**Problem requirements:**
Scan the records below. List lines holding "building".

==== Records for this exercise ====

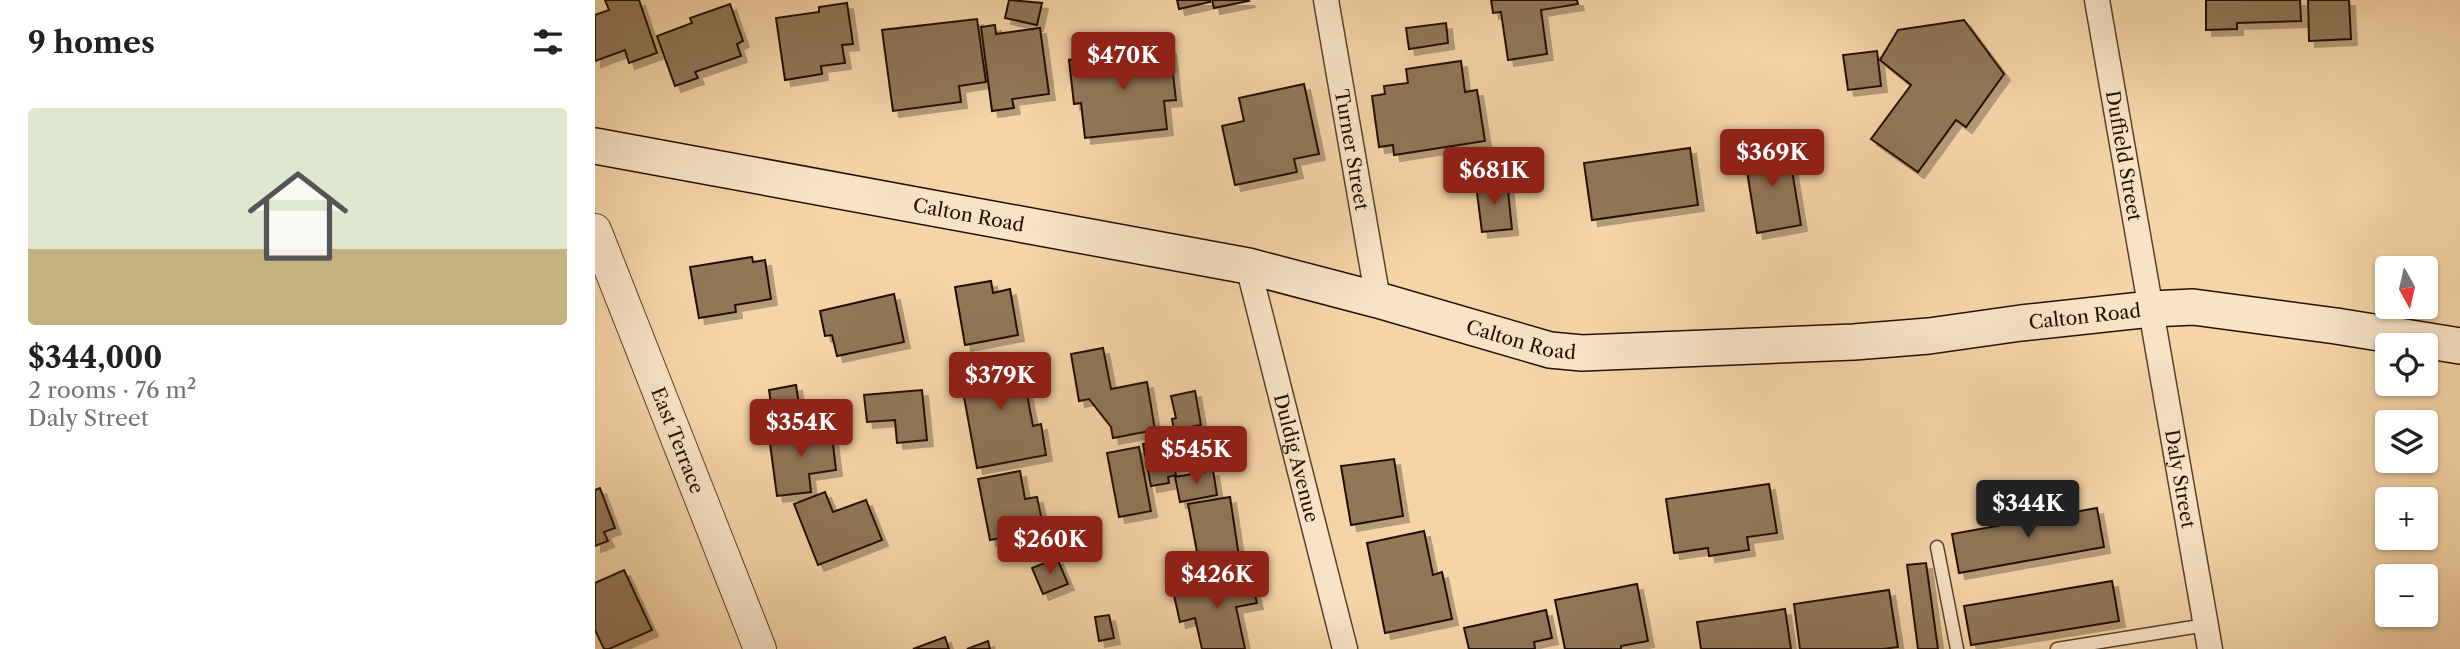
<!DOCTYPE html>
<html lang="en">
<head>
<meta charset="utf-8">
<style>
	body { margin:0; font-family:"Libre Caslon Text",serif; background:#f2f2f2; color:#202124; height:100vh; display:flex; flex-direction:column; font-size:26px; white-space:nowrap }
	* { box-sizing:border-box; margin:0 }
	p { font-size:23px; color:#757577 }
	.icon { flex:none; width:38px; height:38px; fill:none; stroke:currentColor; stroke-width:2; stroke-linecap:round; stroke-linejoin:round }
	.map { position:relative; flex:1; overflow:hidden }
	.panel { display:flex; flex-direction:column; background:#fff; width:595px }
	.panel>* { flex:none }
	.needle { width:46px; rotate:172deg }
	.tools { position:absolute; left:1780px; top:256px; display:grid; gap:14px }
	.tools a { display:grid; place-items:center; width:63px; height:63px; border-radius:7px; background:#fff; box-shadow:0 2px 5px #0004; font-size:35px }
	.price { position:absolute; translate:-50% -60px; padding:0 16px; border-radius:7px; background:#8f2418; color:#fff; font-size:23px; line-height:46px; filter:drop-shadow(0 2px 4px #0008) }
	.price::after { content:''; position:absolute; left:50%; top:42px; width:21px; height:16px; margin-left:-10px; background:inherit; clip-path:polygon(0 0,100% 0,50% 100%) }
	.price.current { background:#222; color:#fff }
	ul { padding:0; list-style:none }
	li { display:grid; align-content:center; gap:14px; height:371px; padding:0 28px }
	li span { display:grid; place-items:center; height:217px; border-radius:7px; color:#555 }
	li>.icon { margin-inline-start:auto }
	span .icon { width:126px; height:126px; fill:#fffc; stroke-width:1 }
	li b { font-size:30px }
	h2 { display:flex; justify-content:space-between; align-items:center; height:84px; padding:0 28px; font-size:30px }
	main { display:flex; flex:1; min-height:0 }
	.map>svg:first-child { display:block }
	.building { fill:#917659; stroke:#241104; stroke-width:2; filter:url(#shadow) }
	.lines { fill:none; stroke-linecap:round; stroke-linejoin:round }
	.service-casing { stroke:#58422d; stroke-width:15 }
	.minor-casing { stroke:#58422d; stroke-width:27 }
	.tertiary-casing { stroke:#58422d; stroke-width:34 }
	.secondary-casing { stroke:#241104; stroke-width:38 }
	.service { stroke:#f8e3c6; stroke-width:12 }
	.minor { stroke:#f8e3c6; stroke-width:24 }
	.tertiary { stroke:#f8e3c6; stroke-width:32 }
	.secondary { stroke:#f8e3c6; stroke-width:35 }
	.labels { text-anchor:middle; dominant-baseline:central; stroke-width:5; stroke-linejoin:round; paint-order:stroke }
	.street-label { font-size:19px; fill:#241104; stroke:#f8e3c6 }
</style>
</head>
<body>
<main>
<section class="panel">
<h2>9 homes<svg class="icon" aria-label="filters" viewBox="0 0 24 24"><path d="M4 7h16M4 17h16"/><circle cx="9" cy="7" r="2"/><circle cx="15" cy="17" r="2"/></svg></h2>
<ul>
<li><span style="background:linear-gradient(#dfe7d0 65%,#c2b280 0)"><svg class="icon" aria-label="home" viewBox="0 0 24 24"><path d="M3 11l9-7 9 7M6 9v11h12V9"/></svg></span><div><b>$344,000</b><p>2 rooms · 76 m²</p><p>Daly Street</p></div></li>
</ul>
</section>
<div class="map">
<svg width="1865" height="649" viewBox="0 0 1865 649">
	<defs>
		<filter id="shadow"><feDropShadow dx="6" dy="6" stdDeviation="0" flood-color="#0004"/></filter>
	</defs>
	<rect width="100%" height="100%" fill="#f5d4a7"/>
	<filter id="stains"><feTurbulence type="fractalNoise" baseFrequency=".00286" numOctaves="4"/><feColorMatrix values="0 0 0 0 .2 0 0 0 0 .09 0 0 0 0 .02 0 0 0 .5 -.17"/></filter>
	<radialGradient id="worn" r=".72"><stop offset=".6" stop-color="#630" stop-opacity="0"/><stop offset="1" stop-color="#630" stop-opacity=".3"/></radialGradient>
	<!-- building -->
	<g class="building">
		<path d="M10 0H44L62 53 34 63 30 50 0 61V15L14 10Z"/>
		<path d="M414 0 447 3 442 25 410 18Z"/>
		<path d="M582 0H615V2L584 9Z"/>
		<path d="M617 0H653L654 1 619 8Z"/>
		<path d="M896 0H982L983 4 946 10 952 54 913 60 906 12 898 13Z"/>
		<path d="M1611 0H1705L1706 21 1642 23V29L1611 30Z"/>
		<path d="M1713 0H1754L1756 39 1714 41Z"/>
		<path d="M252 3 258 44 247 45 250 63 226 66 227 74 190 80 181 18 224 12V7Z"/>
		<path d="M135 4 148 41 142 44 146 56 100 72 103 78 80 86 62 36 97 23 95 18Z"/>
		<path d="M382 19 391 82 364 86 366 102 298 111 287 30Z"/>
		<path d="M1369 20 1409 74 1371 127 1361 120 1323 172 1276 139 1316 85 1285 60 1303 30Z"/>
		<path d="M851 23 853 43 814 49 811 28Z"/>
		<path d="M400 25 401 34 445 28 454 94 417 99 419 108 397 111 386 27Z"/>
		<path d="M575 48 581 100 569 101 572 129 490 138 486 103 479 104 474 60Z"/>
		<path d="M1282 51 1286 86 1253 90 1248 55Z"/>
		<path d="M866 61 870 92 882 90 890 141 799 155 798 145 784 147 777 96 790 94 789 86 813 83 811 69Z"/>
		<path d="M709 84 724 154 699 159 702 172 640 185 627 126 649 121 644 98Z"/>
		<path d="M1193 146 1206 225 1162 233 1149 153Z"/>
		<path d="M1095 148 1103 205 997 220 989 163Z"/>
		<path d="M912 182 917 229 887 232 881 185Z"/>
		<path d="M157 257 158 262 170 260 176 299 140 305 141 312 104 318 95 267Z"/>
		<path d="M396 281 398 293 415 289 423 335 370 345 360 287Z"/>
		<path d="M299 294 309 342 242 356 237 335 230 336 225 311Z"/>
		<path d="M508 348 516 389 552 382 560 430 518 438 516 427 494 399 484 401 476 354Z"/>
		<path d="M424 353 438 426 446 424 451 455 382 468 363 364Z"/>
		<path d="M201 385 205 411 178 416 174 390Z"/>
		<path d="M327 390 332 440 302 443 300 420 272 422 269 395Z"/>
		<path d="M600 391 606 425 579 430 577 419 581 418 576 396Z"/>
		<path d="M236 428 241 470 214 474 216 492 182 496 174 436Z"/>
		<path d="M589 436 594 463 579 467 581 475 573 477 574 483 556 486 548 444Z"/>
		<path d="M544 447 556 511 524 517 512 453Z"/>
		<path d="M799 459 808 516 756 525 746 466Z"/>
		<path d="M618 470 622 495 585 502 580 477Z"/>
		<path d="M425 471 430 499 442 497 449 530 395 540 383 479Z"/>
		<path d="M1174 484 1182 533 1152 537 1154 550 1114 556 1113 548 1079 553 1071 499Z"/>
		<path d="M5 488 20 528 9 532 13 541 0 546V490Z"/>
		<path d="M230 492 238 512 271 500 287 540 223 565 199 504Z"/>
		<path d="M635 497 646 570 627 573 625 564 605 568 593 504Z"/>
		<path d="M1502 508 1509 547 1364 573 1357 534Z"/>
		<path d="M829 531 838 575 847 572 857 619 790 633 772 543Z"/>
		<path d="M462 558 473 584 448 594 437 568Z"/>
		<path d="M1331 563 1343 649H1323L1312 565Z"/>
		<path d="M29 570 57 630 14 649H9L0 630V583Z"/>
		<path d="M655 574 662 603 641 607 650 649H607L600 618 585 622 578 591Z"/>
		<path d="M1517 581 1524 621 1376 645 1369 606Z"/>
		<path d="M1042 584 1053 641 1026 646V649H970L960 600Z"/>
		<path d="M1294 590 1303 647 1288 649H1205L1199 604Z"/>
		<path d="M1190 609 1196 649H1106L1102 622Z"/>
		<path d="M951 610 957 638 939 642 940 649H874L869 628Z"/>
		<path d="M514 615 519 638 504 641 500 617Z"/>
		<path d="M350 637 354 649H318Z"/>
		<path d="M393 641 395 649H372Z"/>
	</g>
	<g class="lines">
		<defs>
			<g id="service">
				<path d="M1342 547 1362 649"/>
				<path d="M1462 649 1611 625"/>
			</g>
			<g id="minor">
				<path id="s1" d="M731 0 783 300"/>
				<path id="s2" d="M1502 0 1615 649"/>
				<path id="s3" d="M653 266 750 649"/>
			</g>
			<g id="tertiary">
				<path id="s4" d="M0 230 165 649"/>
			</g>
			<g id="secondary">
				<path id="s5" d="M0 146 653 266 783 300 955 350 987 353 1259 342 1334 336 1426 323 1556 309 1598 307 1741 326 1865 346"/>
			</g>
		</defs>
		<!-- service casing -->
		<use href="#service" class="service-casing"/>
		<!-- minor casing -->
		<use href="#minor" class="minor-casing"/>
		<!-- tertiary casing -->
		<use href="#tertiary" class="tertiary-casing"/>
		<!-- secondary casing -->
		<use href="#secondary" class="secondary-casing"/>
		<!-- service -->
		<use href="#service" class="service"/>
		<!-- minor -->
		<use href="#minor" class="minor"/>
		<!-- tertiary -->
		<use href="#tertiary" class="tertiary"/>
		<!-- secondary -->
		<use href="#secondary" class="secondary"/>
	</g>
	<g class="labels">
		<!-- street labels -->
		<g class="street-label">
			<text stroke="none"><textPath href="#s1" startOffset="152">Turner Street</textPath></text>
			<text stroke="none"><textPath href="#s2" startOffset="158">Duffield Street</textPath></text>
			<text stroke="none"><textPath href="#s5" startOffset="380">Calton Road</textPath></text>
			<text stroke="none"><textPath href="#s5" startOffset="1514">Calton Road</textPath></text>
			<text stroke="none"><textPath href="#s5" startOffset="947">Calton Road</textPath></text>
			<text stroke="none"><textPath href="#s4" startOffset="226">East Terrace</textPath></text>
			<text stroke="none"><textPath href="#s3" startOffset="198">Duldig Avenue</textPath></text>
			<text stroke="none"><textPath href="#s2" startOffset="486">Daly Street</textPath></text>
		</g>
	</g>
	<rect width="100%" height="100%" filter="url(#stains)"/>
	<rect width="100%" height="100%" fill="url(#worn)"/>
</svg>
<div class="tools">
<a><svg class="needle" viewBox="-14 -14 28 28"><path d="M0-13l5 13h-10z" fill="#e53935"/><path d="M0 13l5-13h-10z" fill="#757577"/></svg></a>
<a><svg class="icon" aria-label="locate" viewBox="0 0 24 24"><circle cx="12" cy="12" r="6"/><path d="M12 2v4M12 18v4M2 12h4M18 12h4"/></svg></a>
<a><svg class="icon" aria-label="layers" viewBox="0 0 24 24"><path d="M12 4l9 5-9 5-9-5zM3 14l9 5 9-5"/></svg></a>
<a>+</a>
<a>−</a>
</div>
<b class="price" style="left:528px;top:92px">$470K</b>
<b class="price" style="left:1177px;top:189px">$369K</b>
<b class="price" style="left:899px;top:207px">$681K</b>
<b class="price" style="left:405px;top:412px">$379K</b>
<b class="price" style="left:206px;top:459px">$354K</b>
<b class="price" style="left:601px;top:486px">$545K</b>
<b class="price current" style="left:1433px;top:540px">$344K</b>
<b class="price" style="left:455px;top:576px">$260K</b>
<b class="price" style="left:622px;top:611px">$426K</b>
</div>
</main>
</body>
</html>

====

**Finished task:**
	.building { fill:#917659; stroke:#241104; stroke-width:2; filter:url(#shadow) }
	<!-- building -->
	<g class="building">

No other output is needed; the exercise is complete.